Background: The American Medical Association Code of Medical Ethics states that any clinical image taken for public education forms part of the patient's records. Hence, a patient's informed consent is required to collect, share, and distribute their image. Patients must be informed of the intended use of the clinical image and the intended audience as part of the informed consent.
Objective: This paper aimed to determine whether a random selection of instructional videos containing footage of central venous catheter insertion on real patients on YouTube (Google LLC) would mention the presence of informed consent to post the video on social media.

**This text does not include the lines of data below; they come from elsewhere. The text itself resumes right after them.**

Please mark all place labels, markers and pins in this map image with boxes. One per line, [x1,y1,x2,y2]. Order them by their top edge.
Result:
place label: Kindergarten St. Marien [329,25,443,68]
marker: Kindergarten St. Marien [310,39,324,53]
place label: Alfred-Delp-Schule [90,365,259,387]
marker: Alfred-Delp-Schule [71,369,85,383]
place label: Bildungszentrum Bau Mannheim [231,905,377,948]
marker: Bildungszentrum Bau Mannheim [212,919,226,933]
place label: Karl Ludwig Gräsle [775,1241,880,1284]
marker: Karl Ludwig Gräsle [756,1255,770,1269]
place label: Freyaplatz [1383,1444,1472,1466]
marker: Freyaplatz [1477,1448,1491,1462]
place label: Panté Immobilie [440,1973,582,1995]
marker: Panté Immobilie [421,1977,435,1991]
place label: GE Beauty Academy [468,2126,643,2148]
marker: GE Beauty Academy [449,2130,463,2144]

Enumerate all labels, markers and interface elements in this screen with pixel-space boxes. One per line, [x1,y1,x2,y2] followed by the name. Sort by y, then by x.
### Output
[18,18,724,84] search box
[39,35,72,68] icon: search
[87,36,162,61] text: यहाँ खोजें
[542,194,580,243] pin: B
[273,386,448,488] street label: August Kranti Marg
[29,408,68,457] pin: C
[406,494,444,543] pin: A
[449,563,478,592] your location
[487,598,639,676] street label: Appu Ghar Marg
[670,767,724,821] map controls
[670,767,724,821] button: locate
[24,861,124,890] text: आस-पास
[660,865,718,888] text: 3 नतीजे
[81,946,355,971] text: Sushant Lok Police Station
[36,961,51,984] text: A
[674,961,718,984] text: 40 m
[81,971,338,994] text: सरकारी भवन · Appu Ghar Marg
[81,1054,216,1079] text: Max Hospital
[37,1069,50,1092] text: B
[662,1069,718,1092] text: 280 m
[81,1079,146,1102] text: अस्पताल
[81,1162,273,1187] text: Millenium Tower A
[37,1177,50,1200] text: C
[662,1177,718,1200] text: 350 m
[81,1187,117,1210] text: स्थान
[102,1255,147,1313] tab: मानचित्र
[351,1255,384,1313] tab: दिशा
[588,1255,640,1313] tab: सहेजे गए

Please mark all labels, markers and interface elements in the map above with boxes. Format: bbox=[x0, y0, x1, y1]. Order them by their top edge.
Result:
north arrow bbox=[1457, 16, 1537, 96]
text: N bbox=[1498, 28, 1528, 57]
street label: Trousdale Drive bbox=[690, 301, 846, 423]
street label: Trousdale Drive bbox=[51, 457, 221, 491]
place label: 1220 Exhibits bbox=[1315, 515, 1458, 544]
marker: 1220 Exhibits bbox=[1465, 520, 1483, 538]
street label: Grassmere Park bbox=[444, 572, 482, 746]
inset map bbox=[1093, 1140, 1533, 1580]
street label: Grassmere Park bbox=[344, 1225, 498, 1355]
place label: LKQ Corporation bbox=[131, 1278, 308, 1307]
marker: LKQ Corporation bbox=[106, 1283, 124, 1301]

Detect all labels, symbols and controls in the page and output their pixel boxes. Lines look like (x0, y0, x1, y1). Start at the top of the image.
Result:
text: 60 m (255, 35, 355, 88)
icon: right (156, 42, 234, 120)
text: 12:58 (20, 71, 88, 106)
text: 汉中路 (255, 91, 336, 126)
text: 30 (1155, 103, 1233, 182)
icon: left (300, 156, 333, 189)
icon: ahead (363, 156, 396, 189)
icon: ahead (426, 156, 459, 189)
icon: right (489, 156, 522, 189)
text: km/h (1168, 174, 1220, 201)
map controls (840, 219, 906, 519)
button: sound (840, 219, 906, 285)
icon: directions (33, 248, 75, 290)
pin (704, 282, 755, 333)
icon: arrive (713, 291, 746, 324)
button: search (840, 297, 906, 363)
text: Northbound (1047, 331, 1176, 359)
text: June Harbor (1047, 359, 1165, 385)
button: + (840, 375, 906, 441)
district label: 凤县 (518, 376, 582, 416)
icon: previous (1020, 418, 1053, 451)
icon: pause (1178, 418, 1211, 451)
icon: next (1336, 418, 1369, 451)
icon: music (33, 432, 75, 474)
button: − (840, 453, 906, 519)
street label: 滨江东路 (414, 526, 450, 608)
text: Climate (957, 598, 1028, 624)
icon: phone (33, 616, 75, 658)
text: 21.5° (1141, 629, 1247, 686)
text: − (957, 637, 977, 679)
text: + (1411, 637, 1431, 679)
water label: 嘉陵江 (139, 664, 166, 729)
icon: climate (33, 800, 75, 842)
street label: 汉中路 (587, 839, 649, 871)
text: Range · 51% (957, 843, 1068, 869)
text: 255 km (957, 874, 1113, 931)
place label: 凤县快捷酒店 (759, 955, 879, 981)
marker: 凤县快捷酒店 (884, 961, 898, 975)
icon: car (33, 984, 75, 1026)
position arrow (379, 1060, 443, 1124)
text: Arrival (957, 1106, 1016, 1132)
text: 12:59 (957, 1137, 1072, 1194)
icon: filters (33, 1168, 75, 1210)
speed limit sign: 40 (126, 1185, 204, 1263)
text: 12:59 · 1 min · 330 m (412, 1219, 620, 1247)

Methods: We performed a prospective evaluation by 2 separate researchers of the first 125 videos on YouTube with the search term "central line insertion." After duplicates were deleted and exclusion criteria applied, 41 videos of patients undergoing central line insertion were searched for reference to patient consent. In the case of videos of indeterminate consent status, the posters were contacted privately through YouTube to clarify the status of consent to both film and disseminate the video on social media. A period of 2 months was provided to respond to initial contact. Furthermore, YouTube was contacted to clarify company policy. The primary outcome was to determine if videos on YouTube were amended to include details of consent at 2 months postcontact. The secondary outcome was a response to the initial email at 2 months.
Results: The researchers compiled 143 videos. Of 41 videos that contained footage of patient procedures, 41 were of indeterminate consent status and 23 contained identifiable patient footage. From the 41 posters that were contacted, 3 responded to initial contact and none amended the video to document consent status. Response from YouTube is pending.
Conclusions: There are instructional videos for clinicians on social media that contain footage of patients undergoing medical procedures and do not have any verification of informed consent. While this study investigated a small sample of available videos, the problem appears ubiquitous and should be studied more extensively.
Keywords: YouTube; ethics; medical education; patient consent; patient footage; patient video; social media.